The full code for the BST is available here

Saturday, October 24, 2009

Dijkstra's algorithm in Clojure

The Dijkstra's algorithm is an efficient algorithm to compute the shortest path between two nodes of a directed graph with positives costs (distances). In this post we rely loosely on the pseudo-code of Wikipedia and on the nice illustrated example of the french version to develop this algorithm in Clojure. The functions in the clojure.zip namespace will not be used.

We represent the graph with a map. Keys are the nodes of the graph, values are another map mapping each child to its distance to its parent.

Thus, the representation for this graph:

is:
```{:A {:B 85, :C 217 }, :B { :C 25 }, :C {} }
```

Symbols (:A, :B etc.) are used to represent the nodes, but any type would be fine.

We don't want our algorithms to rely on a particular graph structure so access to the graph is made via helper functions. The distance function return the distance between two nodes and the children function return a sequence containing the children for a given node.

```(defn distance [net nodesrc nodedst]
((net nodesrc) nodedst))

(defn children [net node]
(keys (net node)))
```

In the Dijkstra's algorithm, nodes' distances to the initial node are progressively updated and the predecessor of a node, for its known shortest distance, is updated. We take the same approach but we don't store distances with a value of infinity, i.e. the distances to the initial node for nodes not yet explored are not kept. We call "root" the initial node in our code, and "rdistance" the distance to the root for a given node.

The rdistances are stored in a sorted map, rdists. Each rdistance is mapped to another map mapping each node to their predecessor for this rdistance. This allow to efficiently implement the
`u := vertex in Q with smallest dist[]`
operation describe in the pseudo-code: we just need to take the first element of the map. Once the smallest rdistance is found, we removed it from the map to save space. How do we keep the rdistance of a node if rdistances are removed from the rdists map? Predecessors and rdistances are kept together in the preds map. Rdists is only used for newly discovered rdistances. Note that with this scheme we don't need a Q set like in the pseudo-code, rdists acting like a one. When rdists is empty, that mean we have explored all reachable nodes.

When the node with the smallest rdistance has been found, we need to update the rdistances of its children.
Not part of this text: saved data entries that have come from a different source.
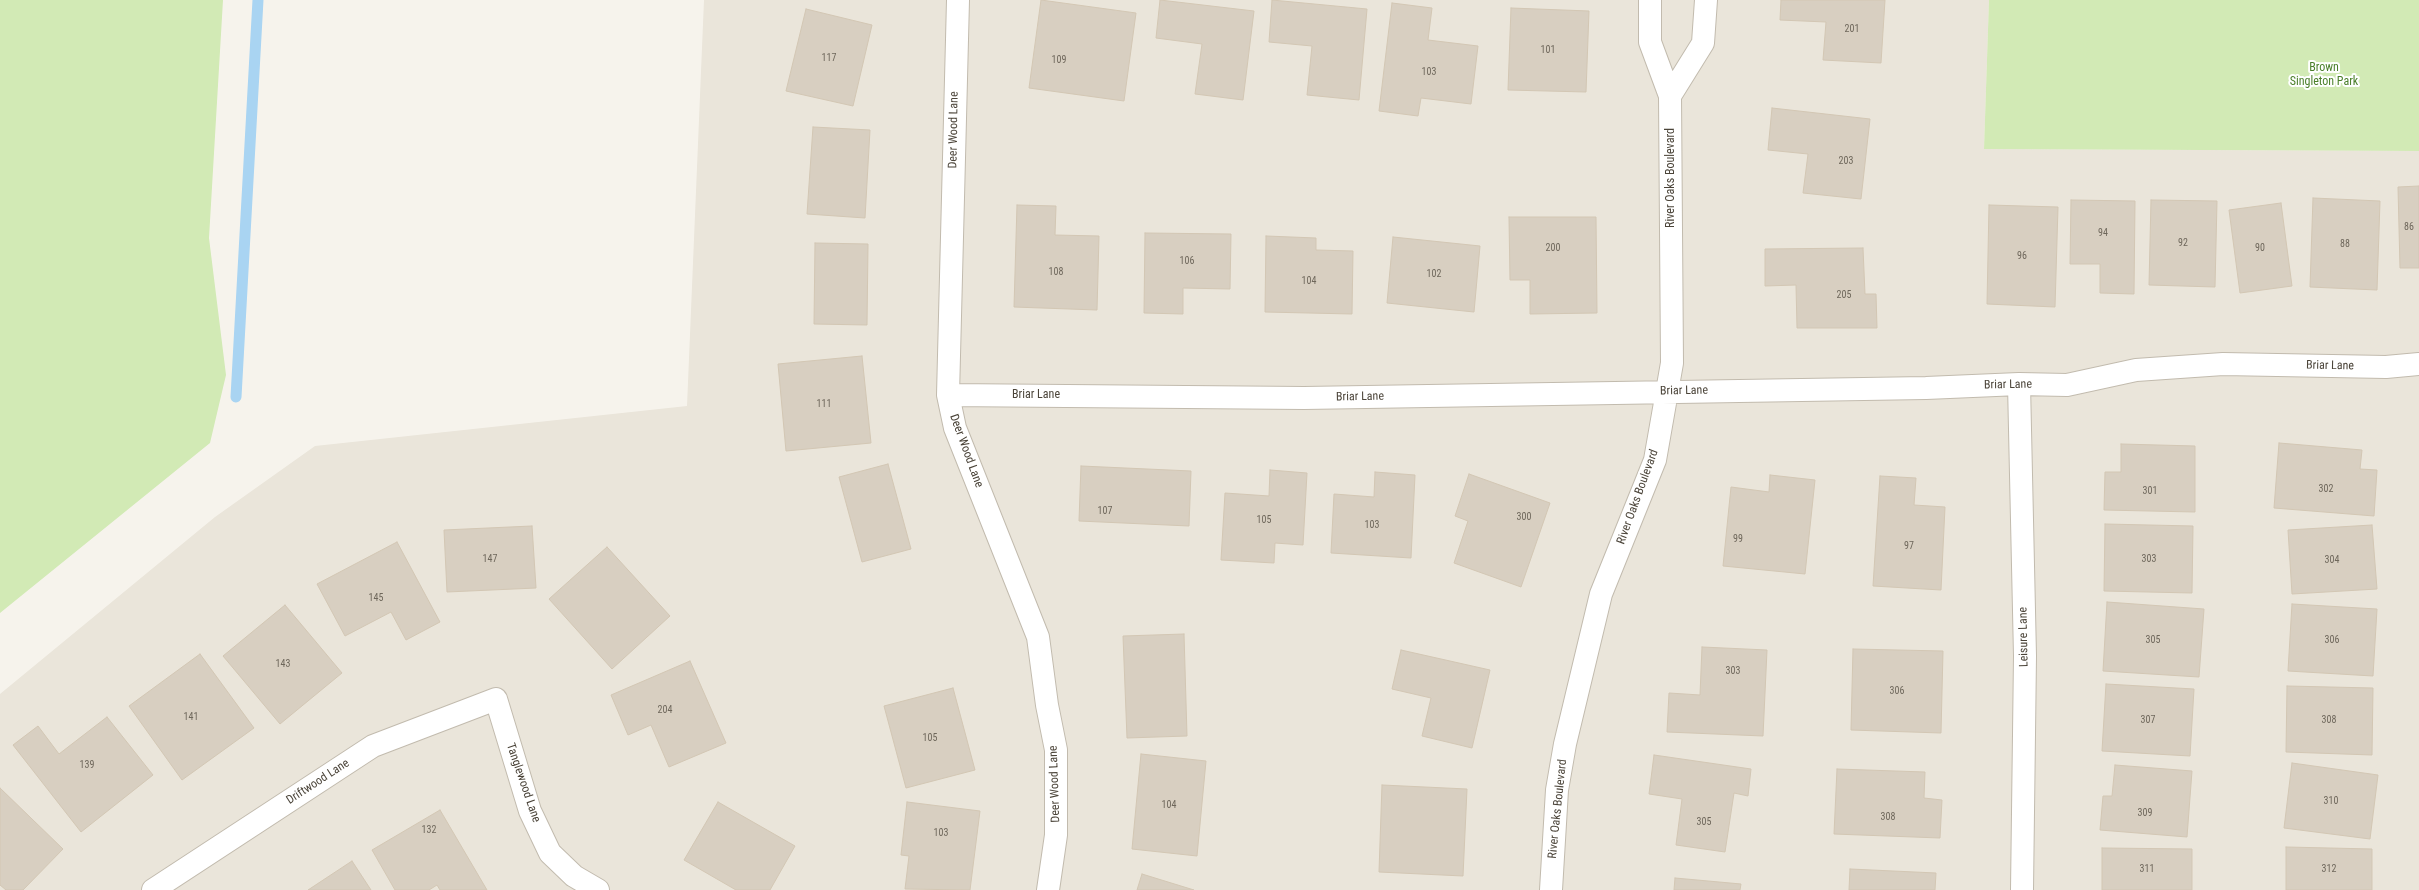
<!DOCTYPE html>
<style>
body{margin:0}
canvas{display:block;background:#f6f3ec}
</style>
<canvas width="2419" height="890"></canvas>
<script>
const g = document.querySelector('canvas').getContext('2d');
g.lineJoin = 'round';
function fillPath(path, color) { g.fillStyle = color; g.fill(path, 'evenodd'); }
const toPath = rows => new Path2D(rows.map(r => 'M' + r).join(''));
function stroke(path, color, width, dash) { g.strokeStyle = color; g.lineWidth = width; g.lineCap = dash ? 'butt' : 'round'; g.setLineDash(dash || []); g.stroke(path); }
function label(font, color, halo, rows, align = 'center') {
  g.font = font + ' "Roboto Condensed",sans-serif'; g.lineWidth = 4; g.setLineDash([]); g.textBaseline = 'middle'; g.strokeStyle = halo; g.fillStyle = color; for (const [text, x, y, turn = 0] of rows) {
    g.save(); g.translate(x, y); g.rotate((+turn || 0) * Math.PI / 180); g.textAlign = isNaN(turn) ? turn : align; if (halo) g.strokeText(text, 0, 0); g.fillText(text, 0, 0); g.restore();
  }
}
const residential = toPath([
 [704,0,1989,0,1984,149,2419,151,2419,890,0,890,0,694,215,517,315,446,687,406]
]);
const green = toPath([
 [0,0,223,0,209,238,226,375,210,443,0,613],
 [1989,0,2419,0,2419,151,1984,149]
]);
const stream = toPath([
 [236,397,258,0]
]);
const building = toPath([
 [1041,0,1136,13,1124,101,1029,88,1041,0],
 [1160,0,1254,11,1243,100,1195,94,1202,44,1156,38,1160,0],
 [1272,0,1367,9,1359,100,1307,95,1312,46,1269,42,1272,0],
 [1781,0,1885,0,1881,63,1823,60,1826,22,1780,20,1781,0],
 [1392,3,1432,8,1428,40,1478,46,1471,104,1421,98,1418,116,1379,111,1392,3],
 [1511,8,1589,11,1586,92,1508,90,1511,8],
 [806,9,872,25,853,106,786,91,806,9],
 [1772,108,1870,119,1861,199,1803,193,1808,154,1768,150,1772,108],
 [813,127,870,130,865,218,807,214,813,127],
 [2419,186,2419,268,2400,268,2398,187,2419,186],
 [2313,198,2380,201,2377,290,2310,287,2313,198],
 [2071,200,2135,201,2134,294,2100,293,2100,264,2070,264,2071,200],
 [2151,200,2217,201,2215,287,2149,285,2151,200],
 [2281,203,2292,286,2240,293,2229,210,2281,203],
 [1017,205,1056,206,1055,235,1099,236,1097,310,1014,307,1017,205],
 [1989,205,2058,207,2055,307,1987,304,1989,205],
 [1509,217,1596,217,1597,313,1530,314,1530,280,1510,280,1509,217],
 [1145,233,1231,234,1230,289,1183,288,1183,314,1144,313,1145,233],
 [1266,236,1316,238,1316,250,1353,251,1352,314,1265,312,1266,236],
 [1393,237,1480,246,1474,312,1387,303,1393,237],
 [815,243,868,244,867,325,814,324,815,243],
 [1863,248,1865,294,1876,294,1877,328,1797,328,1796,285,1765,286,1765,249,1863,248],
 [862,356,871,443,786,451,778,364,862,356],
 [2279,443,2362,450,2360,469,2377,470,2374,516,2274,508,2279,443],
 [2121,444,2195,446,2195,512,2104,510,2105,472,2121,472,2121,444],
 [888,464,911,549,862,562,839,477,888,464],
 [1081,466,1191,471,1189,526,1079,521,1081,466],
 [1270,470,1307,473,1303,545,1275,543,1274,563,1221,560,1225,493,1269,496,1270,470],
 [1375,472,1415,475,1411,558,1331,553,1334,494,1374,497,1375,472],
 [1469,474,1550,503,1521,587,1454,563,1468,521,1455,516,1469,474],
 [1770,475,1815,480,1805,574,1723,566,1731,487,1769,492,1770,475],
 [1880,476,1916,478,1914,505,1945,507,1941,590,1873,586,1880,476],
 [2105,524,2193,526,2192,593,2104,591,2105,524],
 [2372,525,2377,589,2292,594,2288,530,2372,525],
 [532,526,536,588,447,592,444,530,532,526],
 [397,542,440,622,406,640,391,612,345,636,317,584,397,542],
 [607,547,670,616,612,669,549,599,607,547],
 [2107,602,2204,609,2199,677,2103,671,2107,602],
 [2292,604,2377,609,2373,676,2288,671,2292,604],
 [285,605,342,673,280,724,223,656,285,605],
 [1184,634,1187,736,1127,738,1123,636,1184,634],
 [1702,647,1767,650,1763,736,1667,732,1669,693,1700,695,1702,647],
 [1853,649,1943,651,1941,733,1851,730,1853,649],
 [1401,650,1490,670,1472,748,1422,736,1431,698,1392,689,1401,650],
 [200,654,254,728,182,780,129,706,200,654],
 [690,661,726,743,669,767,651,725,628,735,611,695,690,661],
 [2106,684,2194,689,2190,756,2102,751,2106,684],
 [2287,686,2373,688,2372,755,2286,752,2287,686],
 [953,688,975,770,906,788,884,706,953,688],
 [107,717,153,775,81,832,13,745,38,726,59,754,107,717],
 [1141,754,1206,761,1197,856,1132,849,1141,754],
 [1654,755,1751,769,1748,796,1734,793,1725,852,1676,845,1682,799,1649,794,1654,755],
 [2292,763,2378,775,2370,839,2284,828,2292,763],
 [2115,765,2192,771,2187,837,2100,830,2103,796,2112,796,2115,765],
 [1837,769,1925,772,1924,798,1942,800,1940,838,1834,834,1837,769],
 [1382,785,1467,789,1463,876,1379,872,1382,785],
 [0,788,63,849,23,890,6,890,0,885,0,788],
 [718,802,795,846,770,890,736,890,684,860,718,802],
 [907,802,980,811,970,890,905,889,909,856,901,855,907,802],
 [440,810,487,890,440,890,437,885,429,890,395,890,372,850,440,810],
 [2286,847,2372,849,2372,890,2286,890,2286,847],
 [2102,848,2192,849,2192,890,2102,890,2102,848],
 [352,861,371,890,308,890,352,861],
 [1850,869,1936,873,1935,890,1849,890,1850,869],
 [1142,874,1194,890,1137,890,1142,874],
 [1675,878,1741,884,1740,890,1674,890,1675,878]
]);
const minor = toPath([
 [958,0,948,395,955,428,1038,637,1047,705,1056,750,1056,835,1048,890],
 [1670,96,1703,43,1706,0],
 [2019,384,2025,656,2022,890],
 [948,395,1304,398,1926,388,2019,384,2067,385,2136,370,2223,364,2386,367,2419,364],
 [153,890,373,746,496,699,530,811,550,853,574,876,598,890],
 [1551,890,1557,790,1565,744,1601,594,1655,460,1672,363,1670,96,1650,42,1650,0]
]);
const numberNames = [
 ["201",1852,29],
 ["101",1548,50],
 ["117",829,58],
 ["109",1059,60],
 ["103",1429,72],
 ["203",1846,161],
 ["86",2409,227],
 ["94",2103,233],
 ["92",2183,243],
 ["88",2345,244],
 ["200",1553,248],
 ["90",2260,248],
 ["96",2022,256],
 ["106",1187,261],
 ["108",1056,272],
 ["102",1434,274],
 ["104",1309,281],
 ["205",1844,295],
 ["111",824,404],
 ["302",2326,489],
 ["301",2150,491],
 ["107",1105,511],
 ["300",1524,517],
 ["105",1264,520],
 ["103",1372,525],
 ["99",1738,539],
 ["97",1909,546],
 ["147",490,559],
 ["303",2149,559],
 ["304",2332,560],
 ["145",376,598],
 ["305",2153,640],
 ["306",2332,640],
 ["143",283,664],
 ["303",1733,671],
 ["306",1897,691],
 ["204",665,710],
 ["141",191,717],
 ["307",2148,720],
 ["308",2329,720],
 ["105",930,738],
 ["139",87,765],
 ["310",2331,801],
 ["104",1169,805],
 ["309",2145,813],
 ["308",1888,817],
 ["305",1704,822],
 ["132",429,830],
 ["103",941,833],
 ["311",2147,869],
 ["312",2329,869]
];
const parkNames = [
 ["Brown",2324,68],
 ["Singleton Park",2324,82]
];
const streetNames = [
 ["Deer Wood Lane",954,130,-89],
 ["River Oaks Boulevard",1671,178,-90],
 ["Briar Lane",2330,366,1],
 ["Briar Lane",2008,385,-1],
 ["Briar Lane",1684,391,-1],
 ["Briar Lane",1036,395],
 ["Briar Lane",1360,397,-1],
 ["Deer Wood Lane",966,451,70],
 ["River Oaks Boulevard",1638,497,-70],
 ["Leisure Lane",2024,637,-91],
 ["Driftwood Lane",318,782,-33],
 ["Tanglewood Lane",523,783,71],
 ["Deer Wood Lane",1055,784,-92],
 ["River Oaks Boulevard",1558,809,-84]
];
fillPath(residential, '#eae5da');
fillPath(green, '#d2eab5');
stroke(stream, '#a9d4f2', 11);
fillPath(building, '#d8cfc1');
stroke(building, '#d3c7b4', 1);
stroke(minor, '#c2bbae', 24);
stroke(minor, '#fff', 22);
label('10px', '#6e675b', null, numberNames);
label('12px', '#4a7f2a', '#fff', parkNames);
label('12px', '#4b4439', '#fff', streetNames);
</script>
This is done in the update-rdists function.

```(defn- update-rdists [rdists preds net node dist children distance]
"return [rdists preds] updated"
(reduce (fn [acc x]
(let [curdist (+ dist (distance net node x))
prevdist (second (preds x))
nrdists (first acc)
npreds (second acc)]
(if (nil? prevdist)
[(add-rdist nrdists x node curdist) (assoc npreds x [node curdist])]
(if (< curdist prevdist)
[(add-rdist nrdists x node curdist prevdist)
(assoc npreds x [node curdist])]
[nrdists npreds]))))
[rdists preds]
(children net node)))
```
When true, the condition (nil? prevdist) means that the rdistance for the currently examined node is not known, i.e. infinite. The reduce function allows us to "iterate" on each child of the node with the smallest rdistance, and to update the values of rdists and preds. They are stored together in a vector, and pass via the accumulator between each iteration.

Uncommenting the printf function in the code allows us to follow the steps of the algorithm.

```minnode = :A preds = {:E [:A 173], :C [:A 217], :B [:A 85], :A [:A 0]} rdists ={85 {:B :A}, 173 {:E :A}, 217 {:C :A}}
```
For instance, the previous line means that the node with the smallest rdistance was A, then its children' rdistances were updated. The rdistance from :B is 85 and its predecessor is A, the one from :E is 173 etc. In this case rdists and preds convey nearly the same information, this is because its one of the first iteration of the algorithm. Things change after when the exploration progress.

Please feel free to criticize and improve the algorithm. One idea could be to use the memoize function to cach the result of the dijkstra function.